Task brief | Print verbatim the lines from the beginning of the entries through the line containing "position:absolute; left:20px; top:20px;", both ends included. Pictures should be left out.
Start of Supplied records
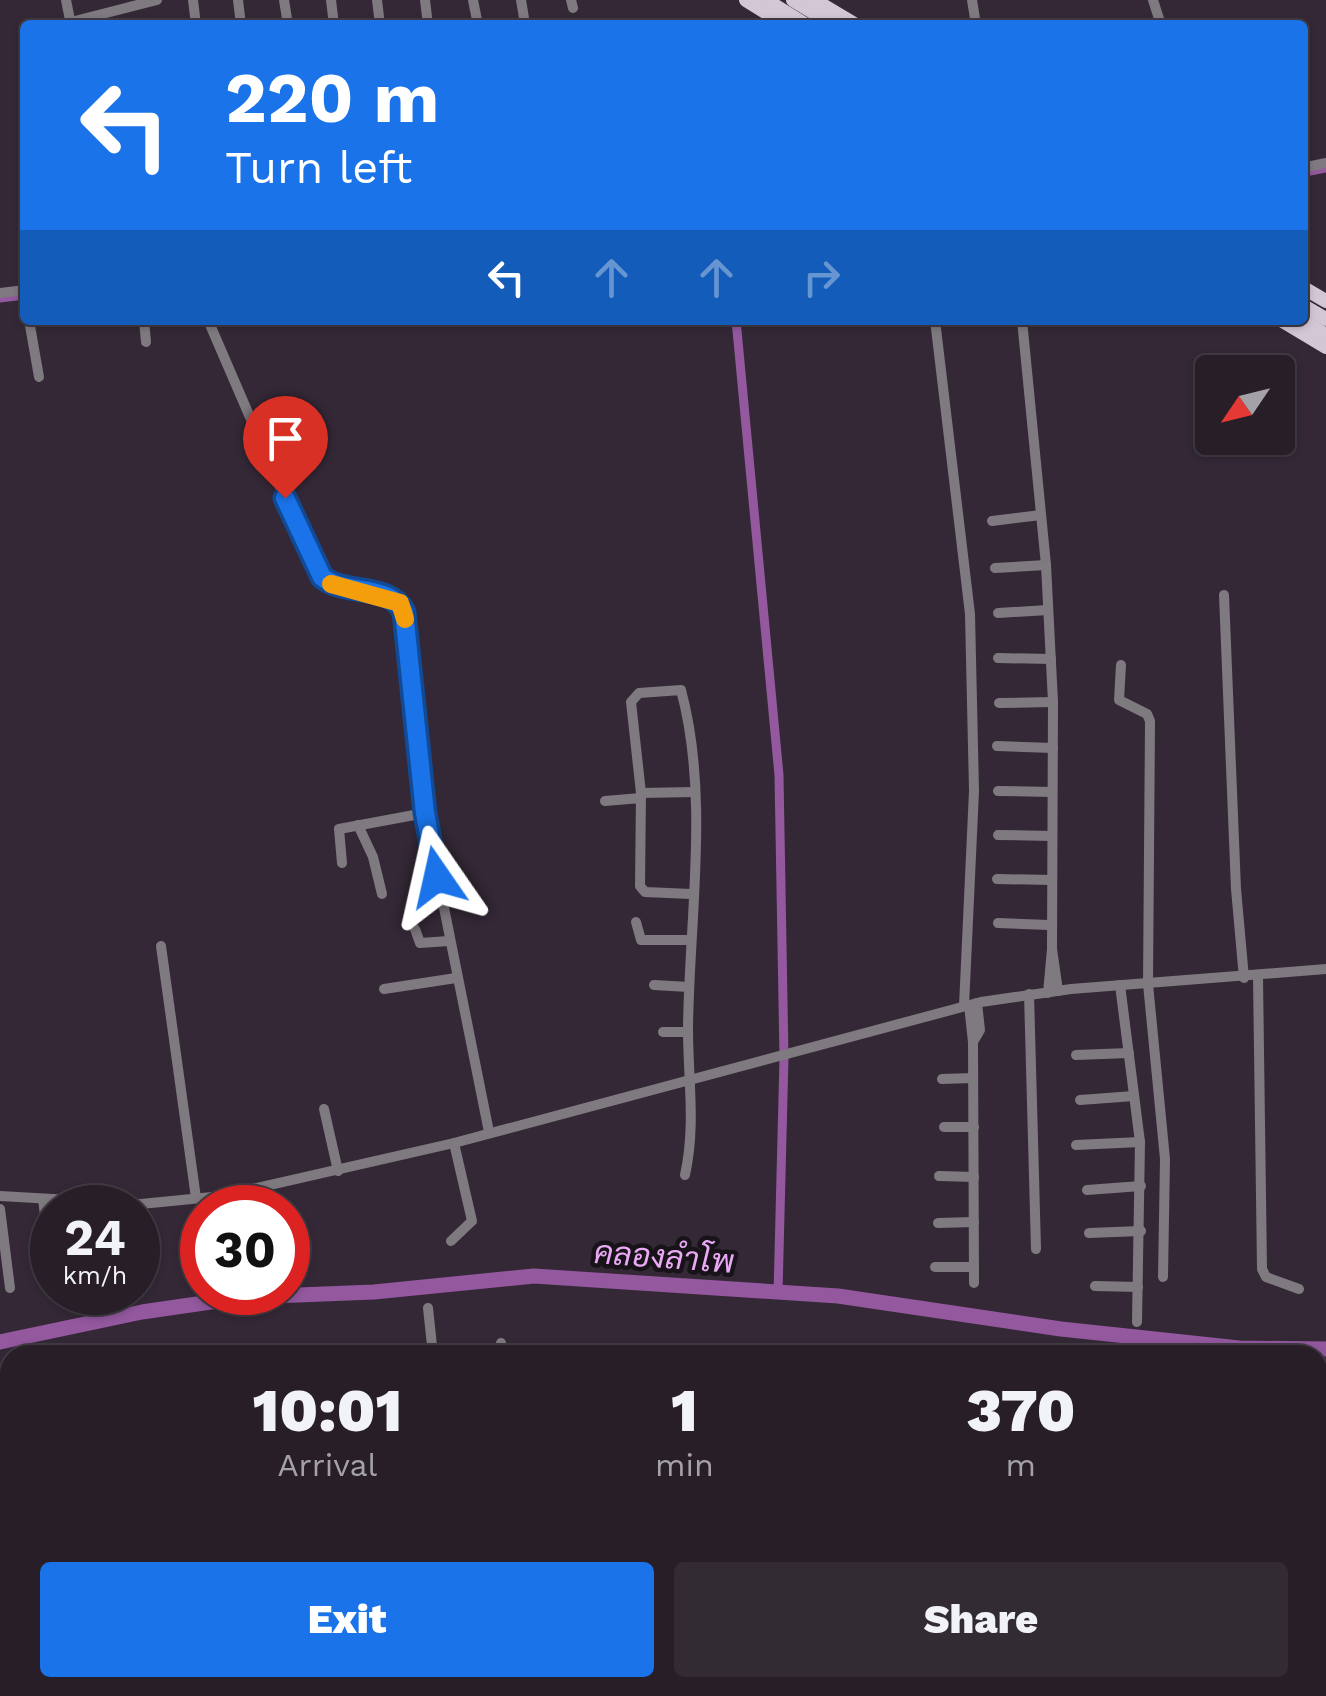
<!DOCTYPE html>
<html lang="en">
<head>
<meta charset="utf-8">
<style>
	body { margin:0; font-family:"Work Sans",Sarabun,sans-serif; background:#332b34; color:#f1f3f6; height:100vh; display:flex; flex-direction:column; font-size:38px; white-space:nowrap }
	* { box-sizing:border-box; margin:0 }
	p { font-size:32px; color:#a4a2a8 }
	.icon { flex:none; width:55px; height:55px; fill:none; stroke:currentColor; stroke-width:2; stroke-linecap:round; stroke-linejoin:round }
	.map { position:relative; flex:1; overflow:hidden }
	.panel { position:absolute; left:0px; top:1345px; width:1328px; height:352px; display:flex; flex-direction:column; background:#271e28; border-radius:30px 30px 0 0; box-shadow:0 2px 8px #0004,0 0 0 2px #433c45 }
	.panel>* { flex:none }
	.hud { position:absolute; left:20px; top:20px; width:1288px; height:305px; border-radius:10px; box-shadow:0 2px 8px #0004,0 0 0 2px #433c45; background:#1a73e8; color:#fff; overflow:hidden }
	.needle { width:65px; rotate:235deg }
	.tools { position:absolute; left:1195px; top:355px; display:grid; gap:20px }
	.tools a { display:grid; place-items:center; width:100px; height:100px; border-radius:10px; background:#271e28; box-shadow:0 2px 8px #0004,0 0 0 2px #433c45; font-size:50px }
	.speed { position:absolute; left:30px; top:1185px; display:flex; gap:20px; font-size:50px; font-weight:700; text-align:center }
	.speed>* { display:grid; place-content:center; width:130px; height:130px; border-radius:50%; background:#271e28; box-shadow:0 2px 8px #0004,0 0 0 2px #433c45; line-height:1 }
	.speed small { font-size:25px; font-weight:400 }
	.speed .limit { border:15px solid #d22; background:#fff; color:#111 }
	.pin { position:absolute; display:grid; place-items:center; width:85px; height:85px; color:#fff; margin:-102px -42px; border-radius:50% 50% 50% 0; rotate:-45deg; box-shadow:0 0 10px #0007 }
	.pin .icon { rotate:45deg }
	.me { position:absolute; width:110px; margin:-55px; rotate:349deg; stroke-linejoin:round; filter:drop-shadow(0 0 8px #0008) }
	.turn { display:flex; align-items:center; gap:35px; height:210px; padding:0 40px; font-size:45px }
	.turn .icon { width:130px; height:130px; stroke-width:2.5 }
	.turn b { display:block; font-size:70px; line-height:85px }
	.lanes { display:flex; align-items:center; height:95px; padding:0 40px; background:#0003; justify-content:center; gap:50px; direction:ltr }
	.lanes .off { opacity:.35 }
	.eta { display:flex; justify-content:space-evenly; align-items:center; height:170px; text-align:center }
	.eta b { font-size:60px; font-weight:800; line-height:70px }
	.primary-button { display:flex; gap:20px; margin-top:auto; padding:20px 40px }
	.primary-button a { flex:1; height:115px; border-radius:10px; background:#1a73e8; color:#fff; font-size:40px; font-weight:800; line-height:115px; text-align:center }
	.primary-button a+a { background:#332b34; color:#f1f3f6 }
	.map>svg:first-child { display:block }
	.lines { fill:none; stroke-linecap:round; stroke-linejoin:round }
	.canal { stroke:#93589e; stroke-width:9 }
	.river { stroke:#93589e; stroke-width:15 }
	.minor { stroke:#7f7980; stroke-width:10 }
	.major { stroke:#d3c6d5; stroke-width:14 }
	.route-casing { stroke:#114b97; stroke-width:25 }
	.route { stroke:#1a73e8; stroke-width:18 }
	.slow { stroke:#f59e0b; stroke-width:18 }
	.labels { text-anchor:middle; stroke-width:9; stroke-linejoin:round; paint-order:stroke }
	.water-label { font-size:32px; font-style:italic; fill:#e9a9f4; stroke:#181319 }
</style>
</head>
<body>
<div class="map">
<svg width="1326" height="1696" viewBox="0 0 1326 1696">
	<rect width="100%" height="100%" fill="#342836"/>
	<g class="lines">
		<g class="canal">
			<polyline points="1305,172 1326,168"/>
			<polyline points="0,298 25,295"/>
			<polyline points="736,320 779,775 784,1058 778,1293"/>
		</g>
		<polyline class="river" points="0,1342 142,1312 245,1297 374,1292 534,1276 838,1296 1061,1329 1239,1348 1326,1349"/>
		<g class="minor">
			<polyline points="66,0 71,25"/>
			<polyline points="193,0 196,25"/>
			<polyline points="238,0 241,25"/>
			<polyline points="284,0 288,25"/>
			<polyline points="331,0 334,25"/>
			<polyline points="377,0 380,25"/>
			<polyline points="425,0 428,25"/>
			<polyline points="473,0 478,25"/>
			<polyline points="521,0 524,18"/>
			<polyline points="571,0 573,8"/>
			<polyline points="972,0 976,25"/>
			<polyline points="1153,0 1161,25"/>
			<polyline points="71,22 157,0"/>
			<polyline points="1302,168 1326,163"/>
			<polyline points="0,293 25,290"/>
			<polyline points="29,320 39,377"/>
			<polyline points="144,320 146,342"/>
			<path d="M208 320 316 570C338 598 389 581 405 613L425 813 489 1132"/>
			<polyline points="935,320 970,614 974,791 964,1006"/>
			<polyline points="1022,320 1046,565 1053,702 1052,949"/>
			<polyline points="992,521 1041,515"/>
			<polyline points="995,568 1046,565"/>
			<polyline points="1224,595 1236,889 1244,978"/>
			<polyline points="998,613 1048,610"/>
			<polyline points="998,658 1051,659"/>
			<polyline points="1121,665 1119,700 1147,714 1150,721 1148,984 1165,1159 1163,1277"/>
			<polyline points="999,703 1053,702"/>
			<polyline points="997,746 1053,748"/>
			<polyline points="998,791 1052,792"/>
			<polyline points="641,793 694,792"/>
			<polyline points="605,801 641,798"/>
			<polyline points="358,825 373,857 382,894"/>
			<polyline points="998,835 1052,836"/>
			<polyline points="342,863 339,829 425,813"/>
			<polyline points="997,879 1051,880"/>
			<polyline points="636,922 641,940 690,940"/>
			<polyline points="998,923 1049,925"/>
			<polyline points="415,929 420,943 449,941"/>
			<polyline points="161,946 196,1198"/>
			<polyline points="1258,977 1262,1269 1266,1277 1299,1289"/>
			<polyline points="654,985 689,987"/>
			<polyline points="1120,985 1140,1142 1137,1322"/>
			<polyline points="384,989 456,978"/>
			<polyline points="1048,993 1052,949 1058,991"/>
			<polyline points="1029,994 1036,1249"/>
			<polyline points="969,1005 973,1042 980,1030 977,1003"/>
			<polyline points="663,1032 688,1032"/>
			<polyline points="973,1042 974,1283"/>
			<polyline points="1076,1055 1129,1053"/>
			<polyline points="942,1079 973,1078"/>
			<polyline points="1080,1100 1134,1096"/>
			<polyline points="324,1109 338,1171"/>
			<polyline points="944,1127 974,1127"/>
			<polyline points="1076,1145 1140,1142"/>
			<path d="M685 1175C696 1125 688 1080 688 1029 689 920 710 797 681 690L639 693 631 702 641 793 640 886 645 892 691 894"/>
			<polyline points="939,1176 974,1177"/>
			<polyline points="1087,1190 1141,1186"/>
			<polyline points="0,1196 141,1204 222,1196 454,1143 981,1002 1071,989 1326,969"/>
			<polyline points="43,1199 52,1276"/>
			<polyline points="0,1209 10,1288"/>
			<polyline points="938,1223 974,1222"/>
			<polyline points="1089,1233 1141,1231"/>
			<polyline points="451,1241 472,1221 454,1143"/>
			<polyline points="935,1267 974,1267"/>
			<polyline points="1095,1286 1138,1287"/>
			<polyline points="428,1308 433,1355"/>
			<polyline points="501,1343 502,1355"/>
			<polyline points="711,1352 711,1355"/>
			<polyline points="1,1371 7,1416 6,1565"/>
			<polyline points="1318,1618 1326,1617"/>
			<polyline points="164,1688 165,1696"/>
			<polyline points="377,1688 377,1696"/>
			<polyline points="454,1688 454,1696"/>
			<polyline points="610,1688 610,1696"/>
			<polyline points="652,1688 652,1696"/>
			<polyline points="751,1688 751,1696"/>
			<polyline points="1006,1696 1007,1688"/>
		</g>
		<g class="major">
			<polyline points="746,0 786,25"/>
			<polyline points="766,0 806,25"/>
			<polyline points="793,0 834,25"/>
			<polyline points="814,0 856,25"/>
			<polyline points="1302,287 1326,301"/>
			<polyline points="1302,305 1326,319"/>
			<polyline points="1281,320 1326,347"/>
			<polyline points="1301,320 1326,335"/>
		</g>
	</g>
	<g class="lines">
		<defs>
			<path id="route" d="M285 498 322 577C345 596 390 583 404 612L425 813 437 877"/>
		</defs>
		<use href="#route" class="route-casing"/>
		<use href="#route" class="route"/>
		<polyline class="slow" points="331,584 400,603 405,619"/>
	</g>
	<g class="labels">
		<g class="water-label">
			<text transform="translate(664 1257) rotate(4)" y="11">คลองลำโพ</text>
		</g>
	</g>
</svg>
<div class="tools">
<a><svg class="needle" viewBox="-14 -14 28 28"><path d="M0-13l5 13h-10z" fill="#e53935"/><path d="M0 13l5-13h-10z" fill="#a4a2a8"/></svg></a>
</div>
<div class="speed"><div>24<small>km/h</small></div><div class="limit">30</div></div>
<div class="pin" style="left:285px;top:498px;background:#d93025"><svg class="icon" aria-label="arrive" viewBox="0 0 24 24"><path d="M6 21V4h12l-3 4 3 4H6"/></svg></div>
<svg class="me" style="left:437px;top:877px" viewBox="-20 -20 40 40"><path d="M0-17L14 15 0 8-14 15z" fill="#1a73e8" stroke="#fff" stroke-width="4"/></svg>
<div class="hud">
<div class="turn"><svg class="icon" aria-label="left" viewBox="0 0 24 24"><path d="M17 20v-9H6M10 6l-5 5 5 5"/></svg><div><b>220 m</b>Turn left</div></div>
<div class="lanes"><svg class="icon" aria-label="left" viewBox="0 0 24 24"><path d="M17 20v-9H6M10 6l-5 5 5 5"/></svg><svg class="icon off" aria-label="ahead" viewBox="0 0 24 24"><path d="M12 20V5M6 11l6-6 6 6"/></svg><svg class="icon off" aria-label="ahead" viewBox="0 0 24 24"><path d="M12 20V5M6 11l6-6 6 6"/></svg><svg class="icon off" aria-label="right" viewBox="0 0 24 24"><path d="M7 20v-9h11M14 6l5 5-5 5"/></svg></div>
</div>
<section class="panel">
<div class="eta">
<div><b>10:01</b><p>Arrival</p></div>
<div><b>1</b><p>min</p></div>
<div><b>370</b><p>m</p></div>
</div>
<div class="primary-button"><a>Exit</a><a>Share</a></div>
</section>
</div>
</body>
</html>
End of Supplied records
Response to this exercise |
<!DOCTYPE html>
<html lang="en">
<head>
<meta charset="utf-8">
<style>
	body { margin:0; font-family:"Work Sans",Sarabun,sans-serif; background:#332b34; color:#f1f3f6; height:100vh; display:flex; flex-direction:column; font-size:38px; white-space:nowrap }
	* { box-sizing:border-box; margin:0 }
	p { font-size:32px; color:#a4a2a8 }
	.icon { flex:none; width:55px; height:55px; fill:none; stroke:currentColor; stroke-width:2; stroke-linecap:round; stroke-linejoin:round }
	.map { position:relative; flex:1; overflow:hidden }
	.panel { position:absolute; left:0px; top:1345px; width:1328px; height:352px; display:flex; flex-direction:column; background:#271e28; border-radius:30px 30px 0 0; box-shadow:0 2px 8px #0004,0 0 0 2px #433c45 }
	.panel>* { flex:none }
	.hud { position:absolute; left:20px; top:20px; width:1288px; height:305px; border-radius:10px; box-shadow:0 2px 8px #0004,0 0 0 2px #433c45; background:#1a73e8; color:#fff; overflow:hidden }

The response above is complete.